Karen Lepper, the department’s deputy director, made the comments at a Westminster Food and Nutrition Forum event in London last week.
Defra Secretary Michael Gove unveiled his plans for a ‘gold standard’ labelling system at the Oxford Farming Conference at the beginning of the year, saying it would provide a single, scaled, measure of how farmers perform in terms of soil health, pollution control, contribution to water quality and animal welfare.
Since then, very little further detail has been provided about the system, which Defra plans to link to farm payments under the new public money for public goods scheme.
Ms Lepper has now said the plan is to use the ‘gold standard’ to provide better information for shoppers, encourage them to make healthy choices and drive ‘more sustainable and environmentally-friendly food production’.
This will be done by creating a ‘high-level common framework’ for measuring and valuing on-farm and food system sustainability.
“It is not necessarily aimed at creating a new assurance scheme,” Ms Lepper said.
“There are already a number of ways in which farmers can secure recognition for high animal welfare and environmental standards, from the Red Tractor scheme to the LEAF marque, and Defra encourages farmers to meet the high standards recognised by these schemes.

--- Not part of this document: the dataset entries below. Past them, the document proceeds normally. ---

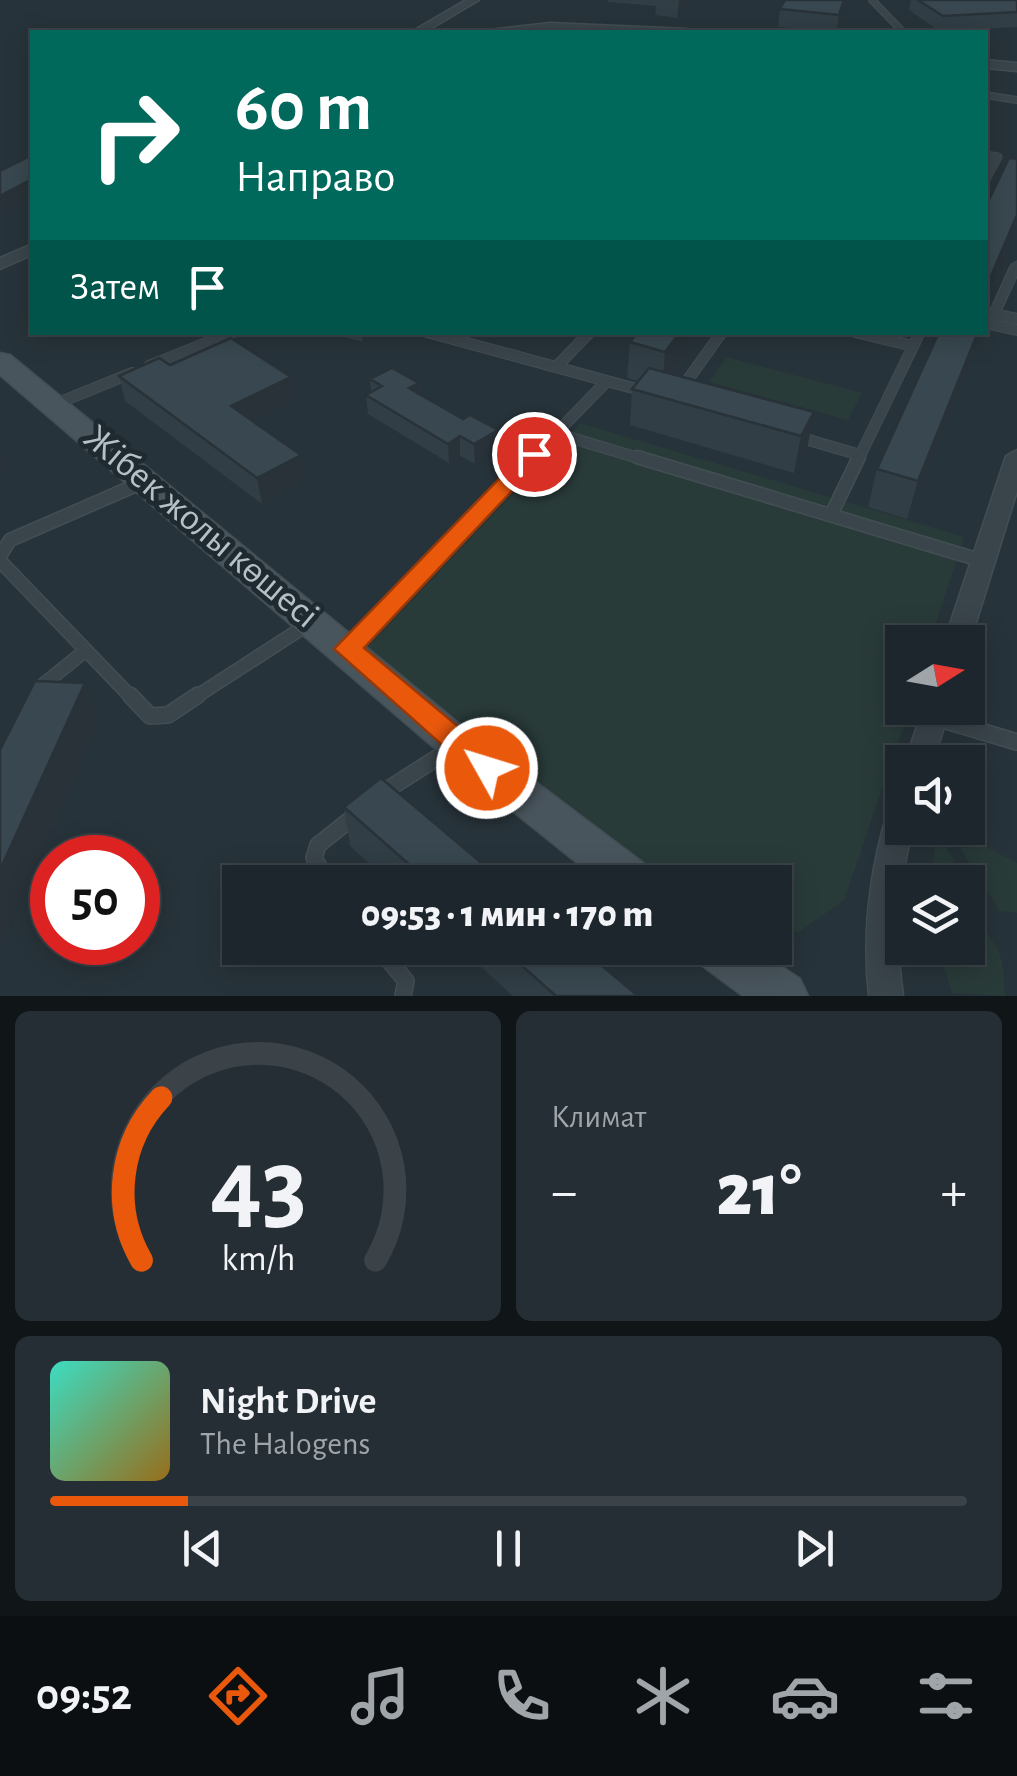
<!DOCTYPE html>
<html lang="ru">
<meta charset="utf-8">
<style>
body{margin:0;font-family:"Alegreya Sans",sans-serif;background:#252e34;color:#f1f3f6;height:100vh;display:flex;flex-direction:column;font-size:38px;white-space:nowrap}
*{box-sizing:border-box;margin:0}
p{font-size:32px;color:#a0a5a9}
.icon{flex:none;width:55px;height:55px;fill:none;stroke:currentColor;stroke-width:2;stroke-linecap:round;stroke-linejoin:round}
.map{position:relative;height:996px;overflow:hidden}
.details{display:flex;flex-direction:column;gap:15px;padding:15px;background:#101518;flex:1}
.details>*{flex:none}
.guide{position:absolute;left:30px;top:30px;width:958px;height:305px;border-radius:0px;box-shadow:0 5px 25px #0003,0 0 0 2px #3b4348;background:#00695c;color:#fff;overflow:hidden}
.needle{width:65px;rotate:79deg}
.fabs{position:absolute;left:885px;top:625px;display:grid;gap:20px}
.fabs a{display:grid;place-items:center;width:100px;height:100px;border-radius:0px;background:#1d262c;box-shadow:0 5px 25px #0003,0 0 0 2px #3b4348;font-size:50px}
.speed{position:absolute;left:30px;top:835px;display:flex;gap:20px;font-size:50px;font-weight:700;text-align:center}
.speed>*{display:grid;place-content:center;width:130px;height:130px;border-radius:50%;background:#1d262c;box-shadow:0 5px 25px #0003,0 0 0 2px #3b4348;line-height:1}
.speed .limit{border:15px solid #d22;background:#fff;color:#111}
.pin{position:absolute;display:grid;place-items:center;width:85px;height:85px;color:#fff;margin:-42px;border:5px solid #fff;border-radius:50%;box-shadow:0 2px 10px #0007}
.me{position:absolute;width:110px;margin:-55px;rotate:309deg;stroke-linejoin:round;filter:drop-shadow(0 0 8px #0008)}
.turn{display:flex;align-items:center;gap:35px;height:210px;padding:0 40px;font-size:45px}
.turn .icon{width:130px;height:130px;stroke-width:2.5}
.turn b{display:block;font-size:70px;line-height:85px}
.then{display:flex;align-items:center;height:95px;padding:0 40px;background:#0003;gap:20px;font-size:38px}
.big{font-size:75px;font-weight:800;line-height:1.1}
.details .widget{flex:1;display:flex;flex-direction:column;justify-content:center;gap:15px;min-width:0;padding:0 35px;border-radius:15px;background:#252e34}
.details .dial{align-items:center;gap:0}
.dial svg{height:260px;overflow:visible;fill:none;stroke:#3b4348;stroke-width:7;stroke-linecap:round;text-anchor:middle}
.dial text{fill:#f1f3f6;stroke:none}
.song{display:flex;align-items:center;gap:30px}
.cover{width:120px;height:120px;border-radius:15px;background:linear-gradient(135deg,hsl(170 70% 55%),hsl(40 70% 35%))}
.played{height:10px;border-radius:5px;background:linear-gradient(90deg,#ea580c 15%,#3b4348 15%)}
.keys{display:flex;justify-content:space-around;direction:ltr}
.heat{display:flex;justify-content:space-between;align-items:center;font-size:55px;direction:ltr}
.details .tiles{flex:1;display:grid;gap:15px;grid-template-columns:1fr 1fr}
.widget:last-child{grid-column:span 2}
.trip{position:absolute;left:222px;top:865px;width:570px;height:100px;border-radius:0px;background:#1d262c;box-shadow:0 5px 25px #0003,0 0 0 2px #3b4348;font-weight:800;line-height:100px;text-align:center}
.tabs{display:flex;height:160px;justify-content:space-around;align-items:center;background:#0c0f12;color:#a0a5a9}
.tabs .icon{width:70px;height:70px}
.tabs .on{color:#ea580c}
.tabs b{font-size:45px;color:#f1f3f6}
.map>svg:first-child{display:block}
</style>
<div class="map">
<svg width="1017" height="996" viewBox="0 0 1017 996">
<rect width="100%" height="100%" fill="#27333a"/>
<path fill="#293b39" d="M726 357 862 393 848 420 709 382Z
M580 423 964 537 930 642H902V708H910L844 900 799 932 775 930V882H667L661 879 367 648Z
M935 838 944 844 967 882H932Z
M981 844 1017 863V913L1000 911 960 848Z
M968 883 984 911C980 933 994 937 1000 955 1004 967 1004 983 1005 996L952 993 938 948H968Z"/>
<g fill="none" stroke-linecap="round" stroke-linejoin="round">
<g stroke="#434e54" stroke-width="8">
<path id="lane-far4" d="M872 0 903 32
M985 95 1017 100"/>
</g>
<g stroke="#434e54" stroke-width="9">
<path id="lane-far3" d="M985 155 998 157 985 181
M1014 271 1017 265"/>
</g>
<g stroke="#434e54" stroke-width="12">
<path id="lane-far2" d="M1015 268 994 314 1017 319
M985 323 1017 330
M427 332 607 381
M855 332 913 346
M149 366 233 332
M556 367 590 332
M682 388 722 332
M53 405 132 373
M555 433 645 460
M795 436 860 455
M530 460 607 381 648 392
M858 460 920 332"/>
</g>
<g stroke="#434e54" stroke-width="15">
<path id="lane-far1" d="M637 457 983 561
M831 515 859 457
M0 556 10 540 141 483
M0 561 132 698
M347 649 533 457
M39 688 86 650
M194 698 310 623"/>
</g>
<g stroke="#434e54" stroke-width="18">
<path id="lane" d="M130 695 150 716 168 715 198 695
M933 717 1017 742
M382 793 454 747
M328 882 314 858 318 845 357 814
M379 948 406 981 403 996"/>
</g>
<g stroke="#434e54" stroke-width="3">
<path id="street" d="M466 0H479L425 32H411Z
M550 23 687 29 693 32H472Z
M985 60 1017 63V71L985 68Z
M32 244V255L0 269V258Z
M1017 450V491L970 642 968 646V642H944L1006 456Z
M923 708H950L933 762H905Z
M902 801V828H913C898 884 895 939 903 996H869C862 933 869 875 887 814L891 805Z"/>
</g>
<g stroke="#434e54" stroke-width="3">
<path id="secondary" d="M0 353 10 355 472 734 650 868 657 882H601L444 756 0 375Z
M693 948H755L800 979 808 996H743L700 964Z"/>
</g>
<use href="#lane-far4" stroke="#3a454b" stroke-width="6"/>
<use href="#lane-far3" stroke="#3a454b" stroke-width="8"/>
<use href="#lane-far2" stroke="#3a454b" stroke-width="10"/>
<use href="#lane-far1" stroke="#3a454b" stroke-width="12"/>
<use href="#lane" stroke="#3a454b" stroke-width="15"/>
<use href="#street" fill="#3a454b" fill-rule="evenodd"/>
<use href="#secondary" fill="#49555d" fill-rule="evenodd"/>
</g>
<path fill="#313e45" d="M608 0H689L677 18 655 15 656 6 608 2Z
M911 0H1015L1017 1V27L939 31 909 10Z
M780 9 842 14 836 32 778 27Z
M327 332H374L363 342Z
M638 332H701L672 374 814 412 807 449 794 473 630 425 632 389 638 381 627 378 630 342Z
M978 332 907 519 868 507 877 469Z
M170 365 295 402 254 422 304 481 262 504 125 401 119 376Z
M370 379 419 383 420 394 463 419 498 430V450L475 464 460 456 449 463 368 414 366 395 371 392Z
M344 807 504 882H390L350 846Z
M460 948H581L638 996H513Z"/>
<path fill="#283238" d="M679 0H689L677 18Z
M844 0 842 14 836 32 839 15Z
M32 179V198L2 214 0 196Z
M1017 215V225L985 301V290Z
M366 332H374L363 342 362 336Z
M680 332H701L662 388 665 352Z
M978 332H982L907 519 918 481Z
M291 377 295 402 235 431 231 406Z
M419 383 420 402 409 388Z
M814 412 807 449 794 473 801 436Z
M498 430V450L475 464 474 444Z
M460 436V456L449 463 448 444Z
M0 447 7 468 0 472Z
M301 455 304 481 262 504 257 478Z
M85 683 98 722 0 952V870Z"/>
<path fill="#394850" stroke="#283238" stroke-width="2.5" d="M785 0H844L839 15 780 9Z
M918 0H1015L1017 1V12L943 16Z
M32 155V179L0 196V171Z
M1009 158 1017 159V215L985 290V208Z
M985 300 991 301 985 316Z
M349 332H366L362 336Z
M638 332H680L665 352 630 342Z
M939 332H978L918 481 877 469Z
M231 338 291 377 231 406 301 455 257 478 119 376 159 358 170 365Z
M392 368 419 383 409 388 463 419 470 415 498 430 474 444 460 436 448 444 366 395 382 386 370 379Z
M649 368 814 412 801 436 632 389Z
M35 681 85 683 0 870V750Z
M381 778 504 882H429L344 807Z
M502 948H581L638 996H556Z"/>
<path fill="#ea580c" stroke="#983908" stroke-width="2.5" d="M534 448 542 450 545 454 542 459 364 648 497 759 502 768 497 776 487 779 477 776 334 649 527 450Z"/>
<g text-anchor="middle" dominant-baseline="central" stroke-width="10" stroke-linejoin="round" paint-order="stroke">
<g font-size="38" fill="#b6c0c6" stroke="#1f2a30">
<text transform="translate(201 527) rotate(40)">Жібек жолы көшесі</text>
</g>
</g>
</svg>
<div class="fabs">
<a><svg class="needle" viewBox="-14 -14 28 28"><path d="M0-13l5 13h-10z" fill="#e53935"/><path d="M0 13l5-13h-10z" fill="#a0a5a9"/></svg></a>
<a><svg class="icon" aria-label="sound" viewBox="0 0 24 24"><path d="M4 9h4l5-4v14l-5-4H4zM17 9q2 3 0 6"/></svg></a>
<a><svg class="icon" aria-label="layers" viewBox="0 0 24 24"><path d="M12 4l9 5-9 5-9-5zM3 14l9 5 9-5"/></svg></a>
</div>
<div class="speed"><div class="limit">50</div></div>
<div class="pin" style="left:534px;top:454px;background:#d93025"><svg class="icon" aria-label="arrive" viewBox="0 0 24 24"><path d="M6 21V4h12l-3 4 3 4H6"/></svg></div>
<svg class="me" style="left:487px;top:768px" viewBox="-20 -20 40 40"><circle r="17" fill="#ea580c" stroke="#fff" stroke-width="3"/><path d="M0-11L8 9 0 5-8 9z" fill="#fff"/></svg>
<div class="trip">09:53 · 1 мин · 170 m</div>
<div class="guide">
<div class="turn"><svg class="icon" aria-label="right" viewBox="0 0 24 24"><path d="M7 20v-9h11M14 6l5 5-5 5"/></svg><div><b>60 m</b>Направо</div></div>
<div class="then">Затем<svg class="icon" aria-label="arrive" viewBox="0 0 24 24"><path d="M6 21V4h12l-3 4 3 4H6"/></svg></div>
</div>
</div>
<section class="details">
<div class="tiles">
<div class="widget dial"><svg viewBox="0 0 100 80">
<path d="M14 69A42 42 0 1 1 86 69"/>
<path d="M14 69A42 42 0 0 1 20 19" stroke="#ea580c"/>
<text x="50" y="56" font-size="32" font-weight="700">43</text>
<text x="50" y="72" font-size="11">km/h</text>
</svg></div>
<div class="widget"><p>Климат</p>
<div class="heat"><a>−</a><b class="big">21°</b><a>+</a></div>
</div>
<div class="widget">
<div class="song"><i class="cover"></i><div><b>Night Drive</b><p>The Halogens</p></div></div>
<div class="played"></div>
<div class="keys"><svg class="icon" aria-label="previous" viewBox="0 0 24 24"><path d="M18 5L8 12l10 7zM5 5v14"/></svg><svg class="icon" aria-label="pause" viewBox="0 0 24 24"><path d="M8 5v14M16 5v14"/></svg><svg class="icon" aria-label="next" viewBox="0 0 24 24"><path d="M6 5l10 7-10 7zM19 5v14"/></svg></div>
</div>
</div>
</section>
<nav class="tabs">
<b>09:52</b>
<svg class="icon on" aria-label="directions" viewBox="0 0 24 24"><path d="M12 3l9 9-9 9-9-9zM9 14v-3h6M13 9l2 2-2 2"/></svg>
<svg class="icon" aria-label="music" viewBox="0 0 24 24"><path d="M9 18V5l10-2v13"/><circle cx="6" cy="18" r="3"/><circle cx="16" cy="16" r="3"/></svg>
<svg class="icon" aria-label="phone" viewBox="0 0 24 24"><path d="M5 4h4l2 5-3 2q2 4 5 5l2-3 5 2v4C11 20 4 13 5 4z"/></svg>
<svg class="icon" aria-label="climate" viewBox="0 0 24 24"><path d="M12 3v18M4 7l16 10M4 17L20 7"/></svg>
<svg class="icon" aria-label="car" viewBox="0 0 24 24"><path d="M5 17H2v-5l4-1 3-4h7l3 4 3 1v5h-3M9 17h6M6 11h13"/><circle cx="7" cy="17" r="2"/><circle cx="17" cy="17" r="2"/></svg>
<svg class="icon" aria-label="filters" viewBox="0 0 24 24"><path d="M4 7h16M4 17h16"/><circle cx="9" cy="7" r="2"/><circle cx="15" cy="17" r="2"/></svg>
</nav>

“This is more about a common vocabulary which acknowledges how the existing schemes complement each other, how they interface with regulation and to understand where any gaps might exist.”
But Nick Palmer, head of policy at Compassion in World Farming, who was also speaking at the event, claimed shoppers were being confused by all the different labels on food and called for a single, mandatory labelling system.
“Having multiple labelling systems with different supermarkets and different producers adopting different schemes makes people give up,” he said.
“They wonder, is Sainsbury’s pure milk better or worse than Tesco high welfare milk or organic milk?
“We need to look for a labelling system which commands fairly broad support and which is mandatory, because if you have a system where some food has labels and some does not, the effect is to undermine the people who have taken the trouble to provide the information on the label.”